Dernière modification le 1-6-2022 à 15:25:03
Le Monde, 3 novembre 2021. « Relever les défis de l’infertilité », Science & médecine, pp. 1, 4 et 5.
Le nombre de couples qui recourent à l’assistance médicale à la procréation (AMP) s’avérant toujours plus important (200 000 enfants en 2018, contre 100 000 en 2008, ont ainsi vu le jour en Europe), l’infertilité commence à cesser d’apparaître comme une de ces « maladies honteuses » dont on se garde de parler. Parce qu’elles s’intensifient sous l’afflux des réalités, les recherches en biologie de la reproduction permettent aujourd’hui de mieux appréhender ce phénomène croissant. Dans ce contexte, il apparaît toujours plus clairement que l’âge des couples optant pour l’AMP peut s’avérer déterminant. Côté femmes (en France, 21% d’entre elles accouchent désormais pour la première fois à plus de trente-cinq ans), on constate que passé le cap des 30 ans, leur réserve ovarienne commence à diminuer. Chez les hommes, l’appareil reproducteur n’est pas non plus à l’abri du passage du temps… fût-ce un peu plus lentement. Pourtant, âge mis à part, comment – notamment – expliquer ce fait qu’en moins de quarante ans la concentration de spermatozoïdes ait pu diminuer de 50% chez les hommes d’Amérique du Nord, d’Europe et d’Australie ?

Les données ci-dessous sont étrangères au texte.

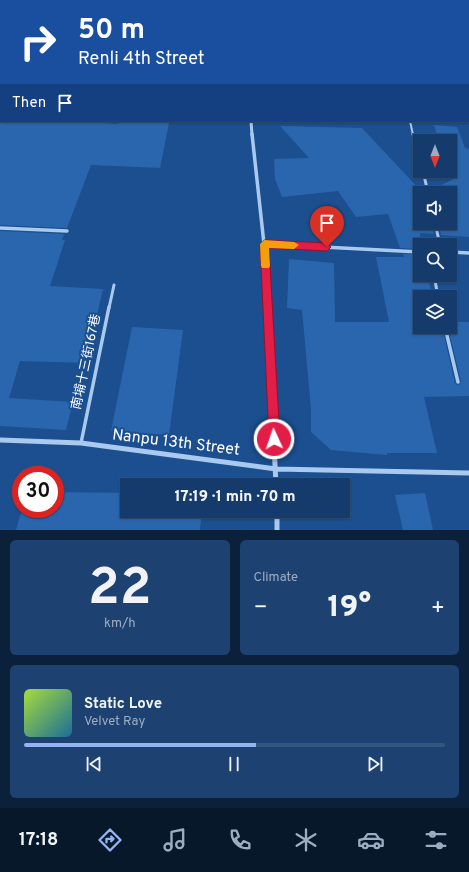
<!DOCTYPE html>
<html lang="en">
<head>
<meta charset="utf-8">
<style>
	:root { --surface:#143b6b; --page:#1d4271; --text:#f1f3f6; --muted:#9dadc1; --line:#33557e; --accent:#95b2f1 }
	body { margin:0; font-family:Overpass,"Noto Sans TC",sans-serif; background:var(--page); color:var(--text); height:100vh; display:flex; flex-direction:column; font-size:15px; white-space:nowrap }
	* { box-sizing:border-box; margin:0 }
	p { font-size:13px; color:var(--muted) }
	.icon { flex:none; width:22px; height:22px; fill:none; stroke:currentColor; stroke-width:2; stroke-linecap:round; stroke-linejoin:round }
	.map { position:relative; height:530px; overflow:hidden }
	.panel { display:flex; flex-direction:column; gap:10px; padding:10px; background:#0b203b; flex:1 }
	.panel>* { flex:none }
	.banner { position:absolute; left:0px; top:0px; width:469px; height:122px; box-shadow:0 1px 3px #0004,0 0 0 1px var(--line); background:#1a4fa0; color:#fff; overflow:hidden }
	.needle { width:26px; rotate:180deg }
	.buttons { position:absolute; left:413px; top:134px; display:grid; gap:8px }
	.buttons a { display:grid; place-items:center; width:44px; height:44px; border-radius:0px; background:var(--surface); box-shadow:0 1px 3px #0004,0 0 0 1px var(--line); font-size:20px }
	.speed { position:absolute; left:12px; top:466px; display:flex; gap:8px; font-size:20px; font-weight:700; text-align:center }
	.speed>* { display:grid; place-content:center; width:52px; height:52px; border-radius:50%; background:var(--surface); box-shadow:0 1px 3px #0004,0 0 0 1px var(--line); line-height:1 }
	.speed .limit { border:6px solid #d22; background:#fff; color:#111 }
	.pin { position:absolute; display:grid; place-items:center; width:34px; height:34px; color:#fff; margin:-41px -17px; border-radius:50% 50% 50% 0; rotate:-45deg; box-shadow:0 0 4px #0007 }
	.pin .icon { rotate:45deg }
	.me { position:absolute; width:44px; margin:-22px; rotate:357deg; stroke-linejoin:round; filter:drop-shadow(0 0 3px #0008) }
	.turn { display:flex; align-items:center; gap:14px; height:84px; padding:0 12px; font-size:18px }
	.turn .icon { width:52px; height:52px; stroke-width:2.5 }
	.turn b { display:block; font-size:28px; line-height:34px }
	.then { display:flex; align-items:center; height:38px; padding:0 12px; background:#0003; gap:8px; font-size:15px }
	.big { font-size:30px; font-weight:800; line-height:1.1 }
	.panel .card { flex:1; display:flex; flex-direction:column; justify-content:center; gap:6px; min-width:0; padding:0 14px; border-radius:6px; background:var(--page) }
	.panel .dial { align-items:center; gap:0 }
	.dial b { font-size:52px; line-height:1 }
	.song { display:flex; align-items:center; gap:12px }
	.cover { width:48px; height:48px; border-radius:6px; background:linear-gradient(135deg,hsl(80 70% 55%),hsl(200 70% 35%)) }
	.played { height:4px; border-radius:2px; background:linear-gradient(90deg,var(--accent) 55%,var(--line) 55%) }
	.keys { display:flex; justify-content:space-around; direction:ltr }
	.heat { display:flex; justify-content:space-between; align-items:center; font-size:22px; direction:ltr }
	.panel .tiles { flex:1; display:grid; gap:10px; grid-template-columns:1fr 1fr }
	.card:last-child { grid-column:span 2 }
	.trip { position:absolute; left:120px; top:478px; width:230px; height:40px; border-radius:0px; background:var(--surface); box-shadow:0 1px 3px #0004,0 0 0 1px var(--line); font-weight:800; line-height:40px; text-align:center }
	.tabs { display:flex; height:64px; justify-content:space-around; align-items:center; background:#08182b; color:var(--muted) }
	.tabs .icon { width:28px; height:28px }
	.tabs .current { color:var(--accent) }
	.tabs b { font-size:18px; color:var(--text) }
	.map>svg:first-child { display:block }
	.building { fill:#2a66ad }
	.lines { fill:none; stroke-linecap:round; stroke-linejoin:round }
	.lane-far2 { stroke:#a9c9ee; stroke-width:2 }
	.lane-far1 { stroke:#a9c9ee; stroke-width:3 }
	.lane { stroke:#a9c9ee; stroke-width:3.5 }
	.street-far2 { stroke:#a9c9ee; stroke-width:3 }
	.street-far1 { stroke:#a9c9ee; stroke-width:3.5 }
	.street { stroke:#a9c9ee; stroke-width:5 }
	.secondary { fill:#d6e6fa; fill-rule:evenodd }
	.route { fill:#e11d48; stroke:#92132f }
	.slow { fill:#f59e0b }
	.labels { text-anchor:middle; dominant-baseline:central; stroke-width:4; stroke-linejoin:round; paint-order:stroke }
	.street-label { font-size:13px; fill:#fff; stroke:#1b4f8f }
	.near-street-label { font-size:16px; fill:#fff; stroke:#1b4f8f }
</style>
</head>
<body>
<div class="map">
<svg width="469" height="530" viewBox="0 0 469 530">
	<rect width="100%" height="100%" fill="#1b4f8f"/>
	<path class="building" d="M0,121H80L117,124L118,121H127L169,123L160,168L91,165L67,228L0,225Z
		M434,125L457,127L465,148L469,149V237L441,235L438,223H450V193H431L430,190L452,180L449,171L450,141H439Z
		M280,126L362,128L423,193L425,192V193H420V223H432L434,234L420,233V249L400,248L388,214L356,217L338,191L282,197L275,179L274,159L309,158Z
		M0,231L64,234L62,240H65L50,286L103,289L86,363L20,361L9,398L73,402L66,430L0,426Z
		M403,254L420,255V275H427L433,297H420V327H442L455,383L457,385L460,384L461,381L448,327H450V322H469V396L424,397L437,453H387V455L331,450L311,432V409L302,310L287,308L289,259L334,263L335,322H389L376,257H404Z
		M132,327L183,330L169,435L111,431Z
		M55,492L127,493V511H202L200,530H16L22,509H55Z
		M425,493L433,530H403L395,495Z"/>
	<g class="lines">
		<path class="lane-far2" d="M410,121L413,135"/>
		<path class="lane-far1" d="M413,134L420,161
			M423,171L428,193
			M435,223L440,245
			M434,275L438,297
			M109,308L114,285"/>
		<path class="lane" d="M445,327L458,382
			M81,443L109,307"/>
		<path class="street-far2" d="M251,121L252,135"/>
		<path class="street-far1" d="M252,134L264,244L267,308
			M0,228L67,231
			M264,244L420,252
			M450,252L469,253"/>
		<path class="street" d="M267,307L276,485
			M0,440L81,443L276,469L469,473
			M277,511V530"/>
		<path class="secondary" d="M0,89H1V94H0Z
			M468,109H469V113H468Z"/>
	</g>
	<path class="route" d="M264,240L327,243L331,247L327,251L269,248L280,439L278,443L274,445L270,443L269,439L260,244Z"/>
	<path class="slow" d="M264,240L294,242L299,245L294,249L269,248L270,266L269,268H262L261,266L260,244Z"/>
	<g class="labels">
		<g class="street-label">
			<text transform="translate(87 362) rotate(-78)">南埔十三街167巷</text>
		</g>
		<g class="near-street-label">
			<text transform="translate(176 443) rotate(7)">Nanpu 13th Street</text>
		</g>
	</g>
</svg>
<div class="buttons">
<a><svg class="needle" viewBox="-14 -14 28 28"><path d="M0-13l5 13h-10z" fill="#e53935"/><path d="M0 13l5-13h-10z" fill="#9dadc1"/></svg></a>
<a><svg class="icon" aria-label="sound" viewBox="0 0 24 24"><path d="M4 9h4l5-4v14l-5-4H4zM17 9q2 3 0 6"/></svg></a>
<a><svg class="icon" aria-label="search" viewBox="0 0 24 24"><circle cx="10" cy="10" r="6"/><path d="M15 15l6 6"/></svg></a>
<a><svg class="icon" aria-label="layers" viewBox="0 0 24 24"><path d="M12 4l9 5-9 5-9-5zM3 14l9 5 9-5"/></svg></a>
</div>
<div class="speed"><div class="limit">30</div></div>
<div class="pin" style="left:327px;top:247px;background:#d93025"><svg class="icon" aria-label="arrive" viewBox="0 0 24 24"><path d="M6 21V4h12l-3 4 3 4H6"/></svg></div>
<svg class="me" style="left:274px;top:439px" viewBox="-20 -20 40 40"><circle r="17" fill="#e11d48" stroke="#fff" stroke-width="3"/><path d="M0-11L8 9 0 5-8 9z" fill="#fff"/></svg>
<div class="trip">17:19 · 1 min · 70 m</div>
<div class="banner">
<div class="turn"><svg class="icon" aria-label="right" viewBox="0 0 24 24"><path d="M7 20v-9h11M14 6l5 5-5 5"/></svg><div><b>50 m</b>Renli 4th Street</div></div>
<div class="then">Then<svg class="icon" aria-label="arrive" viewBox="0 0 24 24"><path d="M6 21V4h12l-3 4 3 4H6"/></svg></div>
</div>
</div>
<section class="panel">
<div class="tiles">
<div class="card dial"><b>22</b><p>km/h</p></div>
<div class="card"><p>Climate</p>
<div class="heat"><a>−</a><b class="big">19°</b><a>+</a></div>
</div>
<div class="card">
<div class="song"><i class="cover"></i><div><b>Static Love</b><p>Velvet Ray</p></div></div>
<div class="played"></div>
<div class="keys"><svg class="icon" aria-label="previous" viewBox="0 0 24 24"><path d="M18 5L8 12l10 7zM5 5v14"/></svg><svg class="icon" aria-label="pause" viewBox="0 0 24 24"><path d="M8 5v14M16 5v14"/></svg><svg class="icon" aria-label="next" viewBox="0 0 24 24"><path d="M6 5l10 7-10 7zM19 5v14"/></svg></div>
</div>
</div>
</section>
<nav class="tabs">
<b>17:18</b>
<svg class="icon current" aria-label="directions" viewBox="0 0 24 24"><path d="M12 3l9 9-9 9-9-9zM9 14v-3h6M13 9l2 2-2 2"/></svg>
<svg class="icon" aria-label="music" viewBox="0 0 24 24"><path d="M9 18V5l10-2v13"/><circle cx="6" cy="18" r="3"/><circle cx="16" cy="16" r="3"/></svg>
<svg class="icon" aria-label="phone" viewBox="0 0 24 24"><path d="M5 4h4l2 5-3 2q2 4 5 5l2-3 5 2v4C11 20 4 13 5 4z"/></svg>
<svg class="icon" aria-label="climate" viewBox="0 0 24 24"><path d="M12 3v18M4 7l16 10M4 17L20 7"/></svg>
<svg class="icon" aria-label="car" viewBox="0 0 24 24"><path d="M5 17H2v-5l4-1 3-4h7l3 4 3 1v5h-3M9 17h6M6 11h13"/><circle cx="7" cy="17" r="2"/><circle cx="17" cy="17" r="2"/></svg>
<svg class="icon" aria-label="filters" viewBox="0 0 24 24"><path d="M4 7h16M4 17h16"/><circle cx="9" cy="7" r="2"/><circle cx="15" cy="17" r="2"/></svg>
</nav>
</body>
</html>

Outre une mauvaise alimentation, le tabagisme et l’obésité – autant de facteurs de risque pointés du doigt –, des études toujours plus poussées mettent en avant le rôle que pourrait jouer, dans cette multiplication des cas d’infertilité contre lesquels la médecine se casse parfois les dents, l’exposition aux pesticides. Aux solvants. Aux métaux lourds. Aux médicaments. À toutes sortes de perturbateurs endocriniens entrant dans la composition de cosmétiques, dentifrices, gels douche, huiles essentielles, etc. À quoi s’ajoutent certains facteurs psychosociaux en milieu professionnel. La liste n’est pas close.
Concomitant avec les désastreuses perspectives qui mobilisent ces jours les représentants des pays signataires de la Convention-cadre des Nations unies sur les changements climatiques, il convient donc d’admettre que le climat ne constitue qu’un élément, certes critique, du Grand dérèglement général occupé à porter atteinte au Vivant. Dérèglement fomenté, de façon toujours plus massive, par des capitaines d’industrie prompts à détourner résolument leurs yeux – au nom du sacro-saint « retour sur investissement » – des conséquences actuelles et à terme de leurs entreprises. Dérèglement entretenu par un trop peu d’information… voire par une désinformation plus ou moins habilement distillée.
Une bonne raison de faire bon accueil à ce que livrent, au terme d’années d’études, maints scientifiques très souvent exposés aux tirs nourris des lobbyistes et autres faiseurs d’opinion.
Savoir – en sorte d’agir –, avant que l’affolement ou la résignation ne gagne la partie.